▶ Brief
Could you copy the records below exactly, keeping none of the images?
━━━━
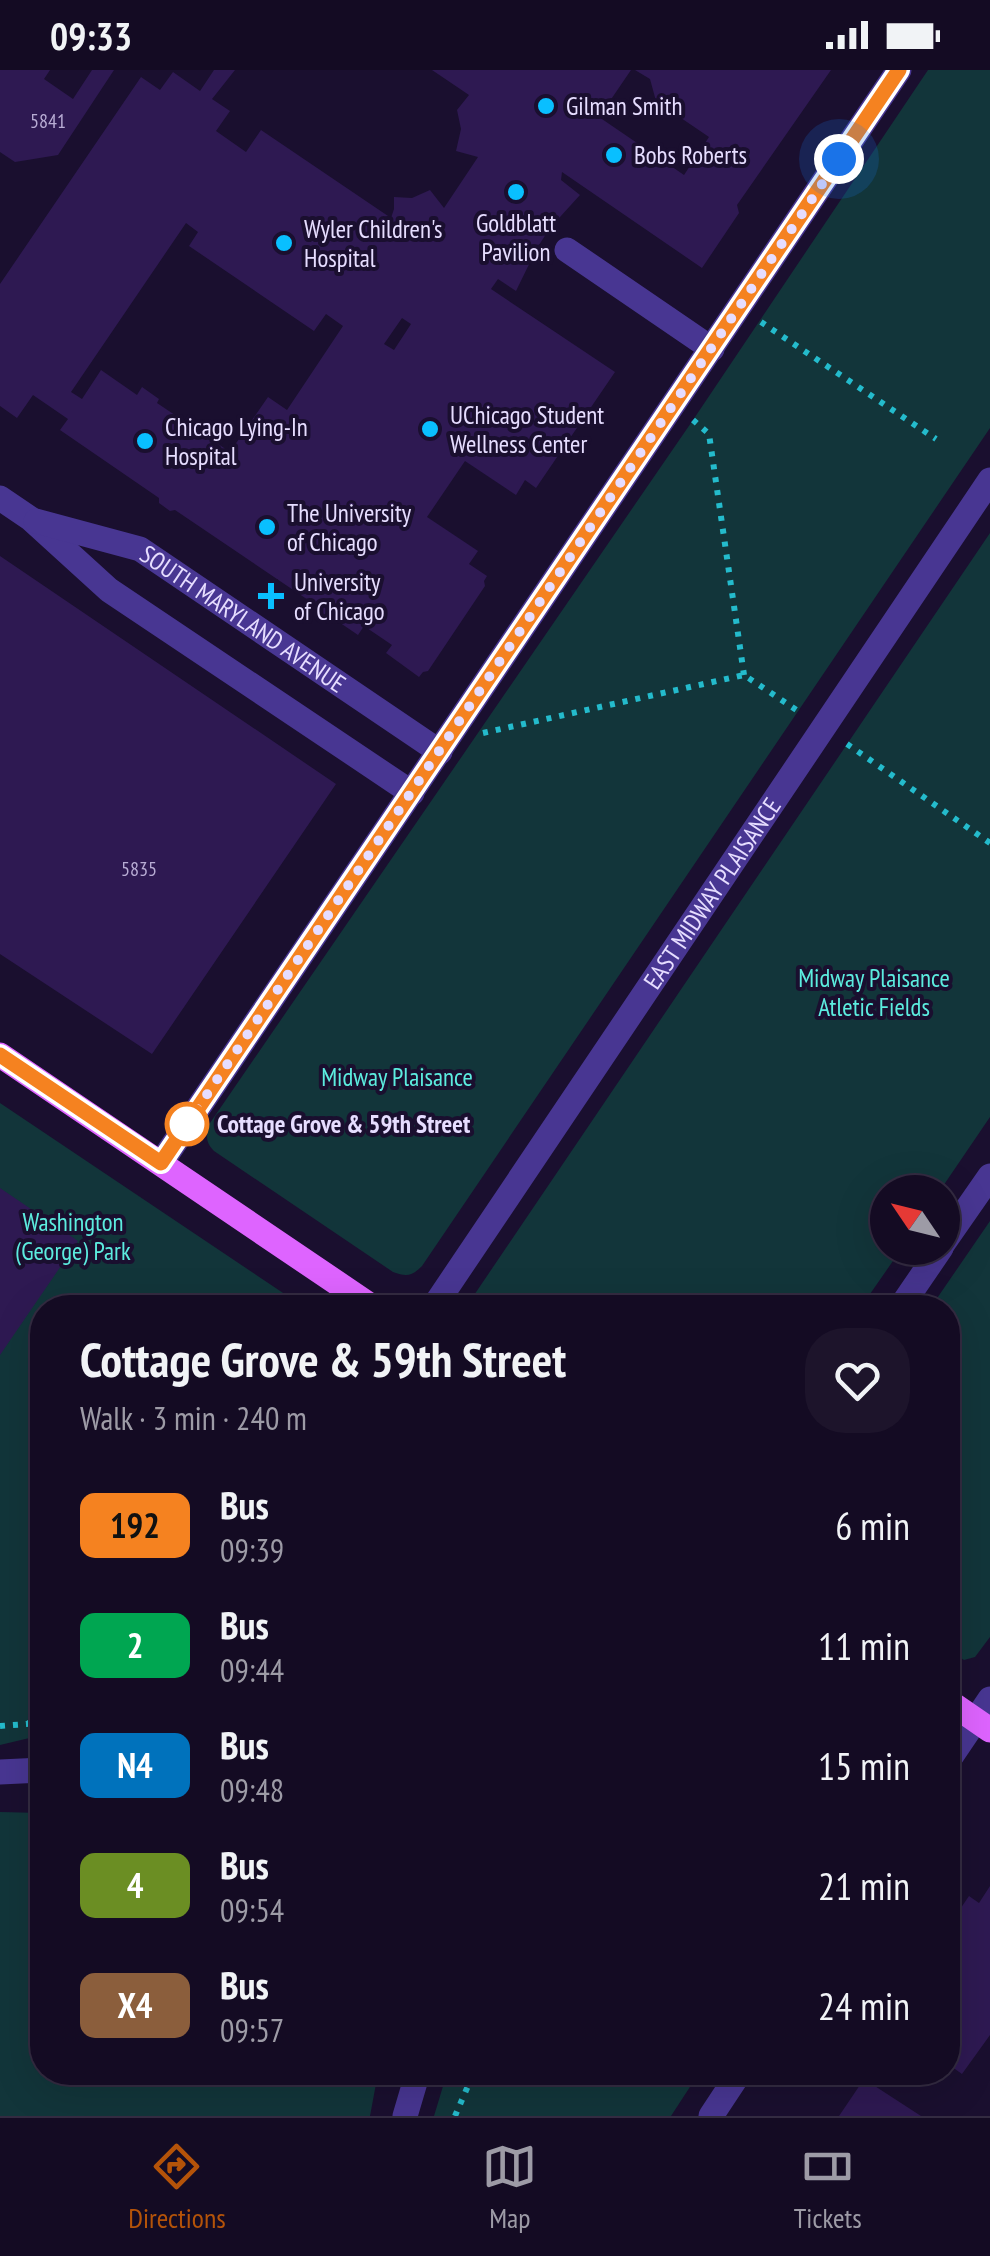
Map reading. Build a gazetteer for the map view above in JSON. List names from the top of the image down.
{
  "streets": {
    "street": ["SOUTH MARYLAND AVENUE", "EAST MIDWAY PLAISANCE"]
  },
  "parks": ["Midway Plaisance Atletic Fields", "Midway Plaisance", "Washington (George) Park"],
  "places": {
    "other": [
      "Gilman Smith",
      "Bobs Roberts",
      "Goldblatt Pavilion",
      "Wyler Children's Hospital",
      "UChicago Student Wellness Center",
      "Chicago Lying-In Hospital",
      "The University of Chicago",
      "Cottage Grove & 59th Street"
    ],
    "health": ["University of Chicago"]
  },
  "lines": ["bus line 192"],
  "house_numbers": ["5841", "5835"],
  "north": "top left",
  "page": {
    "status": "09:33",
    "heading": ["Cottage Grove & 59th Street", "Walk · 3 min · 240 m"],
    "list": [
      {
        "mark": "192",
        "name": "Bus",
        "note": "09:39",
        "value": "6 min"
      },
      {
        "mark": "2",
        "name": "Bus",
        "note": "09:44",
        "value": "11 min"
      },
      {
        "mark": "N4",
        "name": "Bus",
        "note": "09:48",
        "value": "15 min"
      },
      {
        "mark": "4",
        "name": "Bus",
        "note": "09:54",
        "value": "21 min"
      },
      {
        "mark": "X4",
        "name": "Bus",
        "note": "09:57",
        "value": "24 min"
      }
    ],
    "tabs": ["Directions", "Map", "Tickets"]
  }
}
━━━━
▶ Task answer
Map reading. Build a gazetteer for the map view above in JSON. List names from the top of the image down.
{
  "streets": {
    "street": ["SOUTH MARYLAND AVENUE", "EAST MIDWAY PLAISANCE"]
  },
  "parks": ["Midway Plaisance Atletic Fields", "Midway Plaisance", "Washington (George) Park"],
  "places": {
    "other": [
      "Gilman Smith",
      "Bobs Roberts",
      "Goldblatt Pavilion",
      "Wyler Children's Hospital",
      "UChicago Student Wellness Center",
      "Chicago Lying-In Hospital",
      "The University of Chicago",
      "Cottage Grove & 59th Street"
    ],
    "health": ["University of Chicago"]
  },
  "lines": ["bus line 192"],
  "house_numbers": ["5841", "5835"],
  "north": "top left",
  "page": {
    "status": "09:33",
    "heading": ["Cottage Grove & 59th Street", "Walk · 3 min · 240 m"],
    "list": [
      {
        "mark": "192",
        "name": "Bus",
        "note": "09:39",
        "value": "6 min"
      },
      {
        "mark": "2",
        "name": "Bus",
        "note": "09:44",
        "value": "11 min"
      },
      {
        "mark": "N4",
        "name": "Bus",
        "note": "09:48",
        "value": "15 min"
      },
      {
        "mark": "4",
        "name": "Bus",
        "note": "09:54",
        "value": "21 min"
      },
      {
        "mark": "X4",
        "name": "Bus",
        "note": "09:57",
        "value": "24 min"
      }
    ],
    "tabs": ["Directions", "Map", "Tickets"]
  }
}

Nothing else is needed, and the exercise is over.